Gather, from the data below, each line in which the word "halo" occurs.

Stored data entries:
━━━

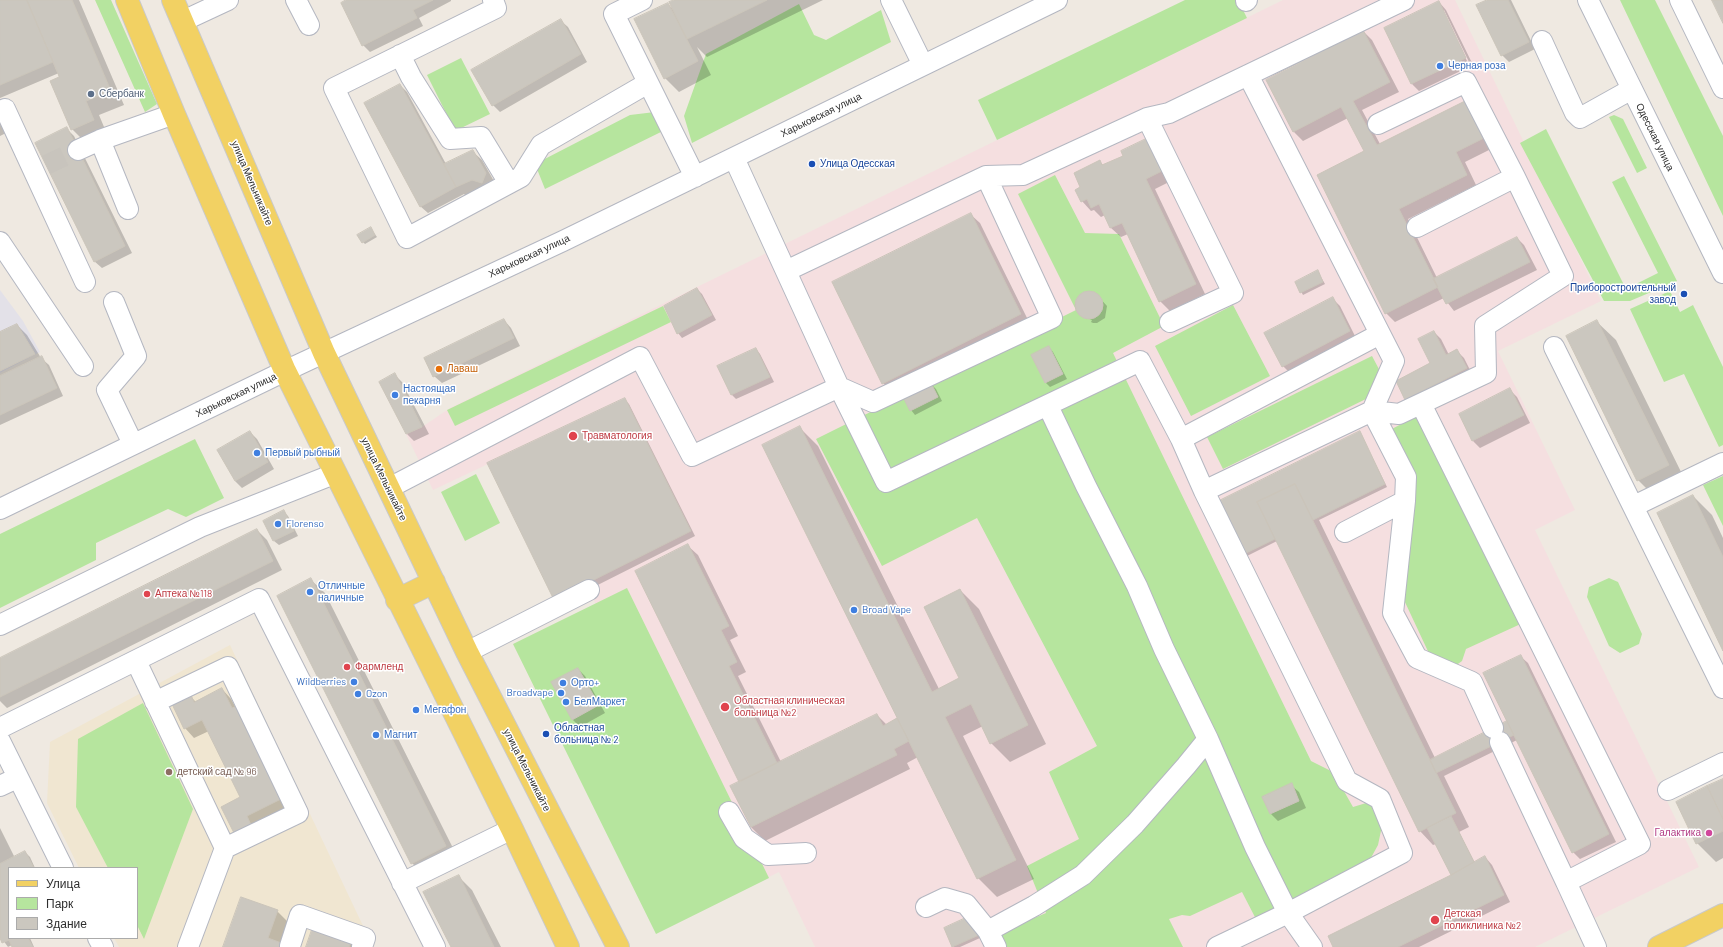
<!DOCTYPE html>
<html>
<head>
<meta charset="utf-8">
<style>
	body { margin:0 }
	#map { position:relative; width:1723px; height:947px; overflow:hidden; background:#efe9e1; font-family:Barlow,sans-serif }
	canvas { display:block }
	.legend { position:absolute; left:8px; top:867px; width:130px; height:72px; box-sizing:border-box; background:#fff; border:1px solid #ababab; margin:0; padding:5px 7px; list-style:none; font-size:12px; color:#2e2e2e }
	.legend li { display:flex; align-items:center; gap:8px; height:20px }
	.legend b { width:20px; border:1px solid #ababab }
</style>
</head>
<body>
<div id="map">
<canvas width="1723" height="947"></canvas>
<ul class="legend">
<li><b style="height:5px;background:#f2d163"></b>Улица</li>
<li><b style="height:11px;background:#b6e59e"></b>Парк</li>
<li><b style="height:11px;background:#cbc7bf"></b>Здание</li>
</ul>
</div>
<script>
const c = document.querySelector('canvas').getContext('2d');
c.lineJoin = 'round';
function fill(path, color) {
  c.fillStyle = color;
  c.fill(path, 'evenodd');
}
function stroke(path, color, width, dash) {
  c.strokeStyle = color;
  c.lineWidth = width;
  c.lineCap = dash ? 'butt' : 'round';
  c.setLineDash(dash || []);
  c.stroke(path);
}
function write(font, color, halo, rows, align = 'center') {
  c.font = font + ' Barlow,sans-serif';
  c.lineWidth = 3;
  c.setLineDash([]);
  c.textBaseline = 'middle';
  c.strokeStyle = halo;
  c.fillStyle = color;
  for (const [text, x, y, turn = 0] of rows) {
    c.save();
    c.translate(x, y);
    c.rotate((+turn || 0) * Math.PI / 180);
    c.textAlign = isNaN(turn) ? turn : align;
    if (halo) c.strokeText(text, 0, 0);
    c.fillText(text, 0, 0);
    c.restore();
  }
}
fill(new Path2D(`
	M 0,290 L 23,321 L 40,352 L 0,373 Z`), '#e3e1e8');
fill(new Path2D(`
	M 230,645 L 373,947 L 119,947 L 114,938 L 137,938 L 137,868 L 79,868 L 47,803 L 50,742 Z`), '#f0e6d1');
fill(new Path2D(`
	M 1283,0 L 1455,0 L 1601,301 L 1498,351 L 1575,510 L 1535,530 L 1699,867 L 1535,947 L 815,947 L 779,872 L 737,893 L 586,584 L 488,464 L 433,490 L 406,434 L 422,427 L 450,408 Z`), '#f5dfe0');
fill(new Path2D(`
	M 95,0 L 111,0 L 157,104 L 145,112 Z
	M 1185,0 L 1238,0 L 1247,18 L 997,140 L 978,100 Z
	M 1620,0 L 1655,0 L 1723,136 L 1723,216 Z
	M 799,4 L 814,35 L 826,40 L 881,10 L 891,42 L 692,143 L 684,116 L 706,54 Z
	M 461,58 L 490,114 L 455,131 L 427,75 Z
	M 655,112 L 665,130 L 545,189 L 535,164 L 630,115 Z
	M 1614,115 L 1623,119 L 1647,168 L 1637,173 L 1609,117 Z
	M 1546,129 L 1626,289 L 1658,273 L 1612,182 L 1624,176 L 1677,281 L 1630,301 L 1604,301 L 1520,143 Z
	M 1055,175 L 1085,233 L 1119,234 L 1164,326 L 1113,353 L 1311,761 L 1333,772 L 1353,807 L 1376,800 L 1382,826 L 1378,845 L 1367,865 L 1257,921 L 1242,892 L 1190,916 L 1182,915 L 1169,919 L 1183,947 L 1002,947 L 997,934 L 1046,913 L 1027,866 L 1079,839 L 1049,772 L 1097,746 L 977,518 L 882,566 L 816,439 L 1076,310 L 1018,194 Z
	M 1670,291 L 1680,312 L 1693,305 L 1723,367 L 1723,445 L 1719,447 L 1684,374 L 1664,382 L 1630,309 Z
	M 1233,305 L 1270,376 L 1191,416 L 1155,346 Z
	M 663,306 L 671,322 L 455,426 L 447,410 Z
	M 1372,356 L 1381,373 L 1368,398 L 1223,469 L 1207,437 Z
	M 1422,413 L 1525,622 L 1466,649 L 1462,661 L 1451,669 L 1433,662 L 1404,600 L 1415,478 L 1390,430 Z
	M 195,439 L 224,498 L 186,517 L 168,509 L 96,543 L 96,560 L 0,608 L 0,534 Z
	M 476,474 L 500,523 L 465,541 L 441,492 Z
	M 1723,476 L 1723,526 L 1703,485 Z
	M 1609,578 L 1618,582 L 1642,634 L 1639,644 L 1620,653 L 1609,646 L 1587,597 L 1589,587 Z
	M 627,588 L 769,878 L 656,934 L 513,644 Z
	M 143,703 L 193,809 L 144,939 L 137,925 L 137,868 L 108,868 L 76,807 L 78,739 Z`), '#b6e59e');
fill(new Path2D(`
	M 0,0 L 79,0 L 124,105 L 99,115 L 107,134 L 86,143 L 72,129 L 59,73 L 0,98 Z
	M 348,0 L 451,0 L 451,1 L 419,18 L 423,26 L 370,52 L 363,45 Z
	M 676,0 L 823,0 L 707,57 L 697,47 L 711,75 L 679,92 L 665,78 L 668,4 L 674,10 Z
	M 1489,0 L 1511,0 L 1535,49 L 1509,62 L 1502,55 Z
	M 1439,2 L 1446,10 L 1473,65 L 1419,91 L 1412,84 L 1385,28 ZM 1442,10 L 1444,10 L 1469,62 L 1468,63 Z
	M 560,20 L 568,27 L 587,62 L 500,112 L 493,105 Z
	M 1363,31 L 1372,40 L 1399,92 L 1362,110 L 1380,144 L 1467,101 L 1495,147 L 1465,162 L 1476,185 L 1408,219 L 1437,278 L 1517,238 L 1524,245 L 1537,270 L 1454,311 L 1444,298 L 1395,322 L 1386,313 L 1366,152 L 1348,118 L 1303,141 L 1294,132 L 1267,81 Z
	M 400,85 L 407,92 L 446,164 L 472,151 L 482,160 L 495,183 L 466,196 L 464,194 L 428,213 L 420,206 Z
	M 0,120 L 6,133 L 0,136 Z
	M 67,129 L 74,136 L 132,253 L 102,268 L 94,261 Z
	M 1146,140 L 1171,181 L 1155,189 L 1205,294 L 1170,311 L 1160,301 L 1128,234 L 1121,237 L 1111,228 L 1105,215 L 1101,217 L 1094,210 L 1091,211 L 1082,201 L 1082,188 L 1100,162 L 1104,166 L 1124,156 Z
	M 970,214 L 980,223 L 1030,324 L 893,393 L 883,383 Z
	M 371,229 L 377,237 L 365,244 L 363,242 Z
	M 1318,272 L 1325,284 L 1303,295 L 1296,282 Z
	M 697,289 L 702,294 L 716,320 L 682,338 L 678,333 Z
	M 1089,292 L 1096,294 L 1107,306 L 1105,318 L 1097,323 L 1093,323 L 1085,319 L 1091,322 L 1092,320 L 1082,316 L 1076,306 L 1078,297 Z
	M 1333,299 L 1340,306 L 1356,338 L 1290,373 L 1283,366 Z
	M 504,320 L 511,328 L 520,346 L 442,383 L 434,376 Z
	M 1597,322 L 1616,340 L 1687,484 L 1657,499 L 1638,480 Z
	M 17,325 L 27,335 L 41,358 L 49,365 L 63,396 L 0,425 L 0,333 Z
	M 1434,332 L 1441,339 L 1449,355 L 1457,351 L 1464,358 L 1473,376 L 1413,406 L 1406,399 L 1432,364 Z
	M 1049,347 L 1053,352 L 1067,379 L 1050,387 L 1046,383 Z
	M 756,349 L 760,354 L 774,382 L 736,399 L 732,395 L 718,367 Z
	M 395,375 L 402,382 L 429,434 L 414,441 L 407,434 L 380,382 Z
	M 931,384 L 936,389 L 942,401 L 915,415 L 911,410 Z
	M 1510,390 L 1517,397 L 1530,423 L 1480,448 L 1473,441 L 1460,415 Z
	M 625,400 L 629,404 L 695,536 L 560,604 Z
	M 799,427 L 818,446 L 939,689 L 960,678 L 960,590 L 979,609 L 1046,744 L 1010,762 L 991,743 L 983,726 L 963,736 L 1034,879 L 997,897 L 978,878 L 918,757 L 907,763 L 910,769 L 765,841 L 751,827 L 688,546 L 698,555 L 738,636 L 730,640 L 746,672 L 738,676 L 781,762 L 877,715 L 887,725 L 899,719 Z
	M 250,432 L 257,439 L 274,469 L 242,488 L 235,481 Z
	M 1361,435 L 1387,487 L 1319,520 L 1435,758 L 1507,722 L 1520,656 L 1528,663 L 1616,842 L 1580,859 L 1573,852 L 1517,740 L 1444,776 L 1469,827 L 1459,832 L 1475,863 L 1485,857 L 1492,865 L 1510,902 L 1419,947 L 1334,947 L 1452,876 L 1436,844 L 1433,845 L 1420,831 L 1277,541 L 1245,557 L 1218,503 Z
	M 1693,496 L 1712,515 L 1723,538 L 1723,649 Z
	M 284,512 L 288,516 L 298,536 L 279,545 L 274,541 L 265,521 Z
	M 257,530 L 267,540 L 282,570 L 7,708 L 0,701 L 0,659 Z
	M 311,580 L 325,593 L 459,860 L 426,877 L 412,863 Z
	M 578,669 L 585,676 L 605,713 L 580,727 L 572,719 Z
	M 222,689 L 231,699 L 291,808 L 244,842 L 241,798 L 209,731 L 194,738 L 185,728 L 190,696 L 196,702 Z
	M 1723,780 L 1723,858 L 1716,862 L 1697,843 Z
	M 1291,785 L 1299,792 L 1306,808 L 1278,821 L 1271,814 L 1263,797 Z
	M 0,828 L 15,858 L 25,852 L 30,857 L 35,868 L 9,868 L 9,938 L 30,938 L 34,947 L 13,947 L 12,945 L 8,947 L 0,936 Z
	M 458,876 L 472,890 L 501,947 L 452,947 Z
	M 277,911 L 291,925 L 289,947 L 224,947 Z
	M 970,917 L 980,938 L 960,947 L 954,947 L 945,928 Z
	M 351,941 L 357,947 L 307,947 Z`), '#0003');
const building = new Path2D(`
	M 0,0 L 27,0 L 53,62 L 0,85 Z
	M 27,0 L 72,0 L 111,91 L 86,101 L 94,120 L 71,130 L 50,81 L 59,77 Z
	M 346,0 L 433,0 L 413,10 L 417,18 L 362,46 L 341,3 Z
	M 674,0 L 767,0 L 687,39 L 669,2 Z
	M 1487,0 L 1508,0 L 1529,42 L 1501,56 L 1476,5 Z
	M 1712,0 L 1723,0 L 1723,23 Z
	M 1439,1 L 1466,58 L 1411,84 L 1384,28 Z
	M 668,3 L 698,61 L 664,79 L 634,19 Z
	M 561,19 L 581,54 L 492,106 L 471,70 Z
	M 1363,30 L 1390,82 L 1353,101 L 1377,145 L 1467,100 L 1486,137 L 1456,152 L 1467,175 L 1399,209 L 1438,287 L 1385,314 L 1317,175 L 1364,151 L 1341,107 L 1293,132 L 1266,80 Z
	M 400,84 L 456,187 L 420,207 L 364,103 Z
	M 67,127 L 125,246 L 94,262 L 35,143 Z
	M 1146,139 L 1161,159 L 1157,161 L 1162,171 L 1146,179 L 1196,284 L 1159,302 L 1122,223 L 1110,228 L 1099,204 L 1091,208 L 1087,199 L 1081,202 L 1075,190 L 1080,187 L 1074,173 L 1100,160 L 1102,165 L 1123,156 L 1121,151 Z
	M 473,150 L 486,173 L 482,183 L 472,180 L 456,187 L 444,164 Z
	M 971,213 L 1021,314 L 882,384 L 832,282 Z
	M 371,227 L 375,235 L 362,243 L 357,235 Z
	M 1517,237 L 1530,262 L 1446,304 L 1433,279 Z
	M 1318,270 L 1323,282 L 1300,293 L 1295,282 Z
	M 697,288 L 712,315 L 677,334 L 664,306 Z
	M1075 305a14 14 0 1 1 28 0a14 14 0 1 1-28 0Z
	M 1333,297 L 1350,331 L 1282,367 L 1264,333 Z
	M 504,319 L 514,338 L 433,377 L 424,358 Z
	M 1597,320 L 1669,465 L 1637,481 L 1566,336 Z
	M 17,324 L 35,354 L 0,371 L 0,332 Z
	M 1434,331 L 1446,355 L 1457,349 L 1467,368 L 1405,400 L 1396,381 L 1430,363 L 1418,339 Z
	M 1049,346 L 1063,374 L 1045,383 L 1031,355 Z
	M 756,348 L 770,377 L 731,395 L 717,366 Z
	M 42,356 L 57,388 L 0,415 L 0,376 Z
	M 395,373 L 422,427 L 406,434 L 379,382 Z
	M 931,383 L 938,397 L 910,411 L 903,397 Z
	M 1510,388 L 1524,415 L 1472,441 L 1459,414 Z
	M 625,398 L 691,531 L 554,600 L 487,463 Z
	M 800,426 L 932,692 L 959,678 L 924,607 L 960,589 L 1028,725 L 990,744 L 971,704 L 945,717 L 1016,860 L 977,879 L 762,445 Z
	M 250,431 L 268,462 L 235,481 L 217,450 Z
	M 1360,431 L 1385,484 L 1313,520 L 1295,484 L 1257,502 L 1275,539 L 1242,555 L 1217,502 Z
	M 1295,484 L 1456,813 L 1419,832 L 1257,502 Z
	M 1693,495 L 1723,557 L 1723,651 L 1657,513 Z
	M 284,510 L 294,531 L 273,541 L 263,521 Z
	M 257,529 L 273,561 L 0,697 L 0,658 Z
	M 688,544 L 729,626 L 721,630 L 737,662 L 729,666 L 777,763 L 739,782 L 635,571 Z
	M 311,578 L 446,846 L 411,864 L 277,596 Z
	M 1521,655 L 1609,834 L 1572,853 L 1483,673 Z
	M 578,668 L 599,705 L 572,720 L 551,682 Z
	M 222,688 L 232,708 L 238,706 L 283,798 L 247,816 L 251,825 L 234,833 L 221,807 L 240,797 L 202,720 L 184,729 L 172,704 L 191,695 L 194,702 Z
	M 877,714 L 883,726 L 897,718 L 909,741 L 894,749 L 897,755 L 751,827 L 730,786 Z
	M 1507,721 L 1514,735 L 1436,773 L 1430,760 Z
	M 1723,779 L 1723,819 L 1707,786 Z
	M 1292,783 L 1299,801 L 1270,814 L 1262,797 Z
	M 1707,786 L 1723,819 L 1723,831 L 1696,844 L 1676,802 Z
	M 1451,816 L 1474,862 L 1451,875 L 1427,828 Z
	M 25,851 L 34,868 L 9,868 L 9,938 L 28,938 L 33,947 L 12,947 L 9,940 L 2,943 L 0,938 L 0,864 Z
	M 1485,856 L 1504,895 L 1398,947 L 1333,947 L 1328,936 L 1451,875 Z
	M 459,875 L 494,947 L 451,947 L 423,892 Z
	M 241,897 L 278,910 L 268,938 L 292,947 L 223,947 Z
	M 970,916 L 979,935 L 952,947 L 944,928 Z
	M 313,927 L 352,940 L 349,947 L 306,947 Z`);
fill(building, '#cbc7bf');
stroke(building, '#cbc5ba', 1);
stroke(new Path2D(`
	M 46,165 L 78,150`), '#c8c4bd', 20, [20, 10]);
const minor = new Path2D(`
	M 296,0 L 309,25
	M 493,0 L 496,8 L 334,88 L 407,238 L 521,177 L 541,145 L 648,83
	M 642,0 L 614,14 L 695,177
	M 891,0 L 923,65
	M 1588,0 L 1723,273
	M 1680,0 L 1723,88
	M 1246,1 L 1247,0
	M 183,21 L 228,0
	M 1542,41 L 1575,113 L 1580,118 L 1632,89
	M 400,55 L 411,77 L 450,139 L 481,137 L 509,183
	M 1248,75 L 1394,361 L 1372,411 L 1406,477 L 1405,501 L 1393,613 L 1417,658 L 1472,682 L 1493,728
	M 5,109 L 85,282
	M 1147,118 L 1233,293 L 1170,322
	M 1378,124 L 1466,82 L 1515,177
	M 78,150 L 100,140
	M 734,158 L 839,387 L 886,482 L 1140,361 L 1181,439 L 1204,491 L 1347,781 L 1380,799 L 1402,853 L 1288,913 L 1217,947
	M 128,209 L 100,140 L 174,114
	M 0,242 L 83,366
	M 786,271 L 986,176 L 1023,175 L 1147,118 L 1169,113 L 1404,0
	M 114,302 L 136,356 L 107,390 L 133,444
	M 1554,347 L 1723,688
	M 1421,404 L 1640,844 L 1566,882 L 1500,742
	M 1048,406 L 1086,486 L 1137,586 L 1164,649 L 1208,739 L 1255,847 L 1288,913 L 1312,947
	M 1181,439 L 1380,334
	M 389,488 L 640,357 L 692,456 L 839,387 L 873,402 L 1052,318 L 986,176
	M 1204,491 L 1372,411 L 1399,414 L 1486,373 L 1485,326 L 1563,276 L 1515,177 L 1417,227
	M 1634,506 L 1723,463
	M 0,509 L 285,371 L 563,241 L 1057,0
	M 1345,532 L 1405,501
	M 0,625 L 200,527 L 334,474
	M 467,652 L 589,590
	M 136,661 L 225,848 L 188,947
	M 155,702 L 228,667 L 298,813 L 225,848
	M 0,728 L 259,599 L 435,947
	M 0,741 L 63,868
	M 0,786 L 17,778
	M 1668,790 L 1723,763
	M 729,812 L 744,838 L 768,855 L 806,853
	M 1566,882 L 1596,947
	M 402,883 L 512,829
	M 926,907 L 945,898 L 966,904 L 988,931 L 996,947
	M 988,931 L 1034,906 L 1083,875 L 1135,824 L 1186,766 L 1208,739
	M 98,938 L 103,947
	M 290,946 L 300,915 L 365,938 L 362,947`);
const major = new Path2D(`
	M 127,0 L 174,114 L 285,371 L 512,829 L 568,947
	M 173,0 L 324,353 L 467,652 L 618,947
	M 397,600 L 434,582
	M 1659,947 L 1723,915`);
stroke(minor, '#b4b7c1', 22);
stroke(major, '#c9c9c9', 24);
stroke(minor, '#fff', 20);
stroke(major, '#f2d163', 22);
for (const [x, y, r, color] of [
	[1440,66,4,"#3f7fe0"],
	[91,94,4,"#5c6f8a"],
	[812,164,4,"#1a4fb4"],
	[1684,294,4,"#1a4fb4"],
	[439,369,4,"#e8710a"],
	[395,395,4,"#3f7fe0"],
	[573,436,5,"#e0444e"],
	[257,453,4,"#3f7fe0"],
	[278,524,4,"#3f7fe0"],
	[310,592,4,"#3f7fe0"],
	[147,594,4,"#e0444e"],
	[854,610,4,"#3f7fe0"],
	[347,667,4,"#e0444e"],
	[354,682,4,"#3f7fe0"],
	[563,683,4,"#3f7fe0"],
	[561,693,4,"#3f7fe0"],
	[358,694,4,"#3f7fe0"],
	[566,702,4,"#3f7fe0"],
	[725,707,5,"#e0444e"],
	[416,710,4,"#3f7fe0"],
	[546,734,4,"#1a4fb4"],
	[376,735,4,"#3f7fe0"],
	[169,772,4,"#8d6e63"],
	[1709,833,4,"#d1479c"],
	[1435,920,5,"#e0444e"]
]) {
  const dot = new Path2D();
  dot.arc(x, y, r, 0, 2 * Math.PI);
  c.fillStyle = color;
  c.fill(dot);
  stroke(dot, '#fff', 1.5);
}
write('10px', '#366cbe', '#fff', [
	["Черная роза",1448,66],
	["Настоящая",403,389],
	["пекарня",403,401],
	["Первый рыбный",265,453],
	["Florenso",286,524],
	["Отличные",318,586],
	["наличные",318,598],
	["Broad Vape",862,610],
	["Wildberries",346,682,"right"],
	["Орто+",571,683],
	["Broadvape",553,693,"right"],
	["Ozon",366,694],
	["БелМаркет",574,702],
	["Мегафон",424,710],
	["Магнит",384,735]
], 'left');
write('10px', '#4e5e75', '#fff', [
	["Сбербанк",99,94]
], 'left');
write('10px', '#2e2e2e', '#fff', [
	["Харьковская улица",821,115,-26],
	["Одесская улица",1655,137,64],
	["улица Мельникайте",252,183,67],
	["Харьковская улица",529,256,-25],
	["Харьковская улица",236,395,-26],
	["улица Мельникайте",384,479,64],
	["улица Мельникайте",527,770,63]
]);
write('10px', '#164399', '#fff', [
	["Улица Одесская",820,164],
	["Приборостроительный",1676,288,"right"],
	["завод",1676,300,"right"],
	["Областная",554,728],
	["больница № 2",554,740]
], 'left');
write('10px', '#c56008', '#fff', [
	["Лаваш",447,369]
], 'left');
write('10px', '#be3a42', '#fff', [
	["Травматология",582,436],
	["Аптека №118",155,594],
	["Фармленд",355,667],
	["Областная клиническая",734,701],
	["больница №2",734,713],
	["Детская",1444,914],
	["поликлиника №2",1444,926]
], 'left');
write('10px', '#785e54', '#fff', [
	["детский сад № 96",177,772]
], 'left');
write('10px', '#b23c85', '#fff', [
	["Галактика",1701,833]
], 'right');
</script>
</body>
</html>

━━━

» SOLVED EXERCISE:
function write(font, color, halo, rows, align = 'center') {
  c.strokeStyle = halo;
    if (halo) c.strokeText(text, 0, 0);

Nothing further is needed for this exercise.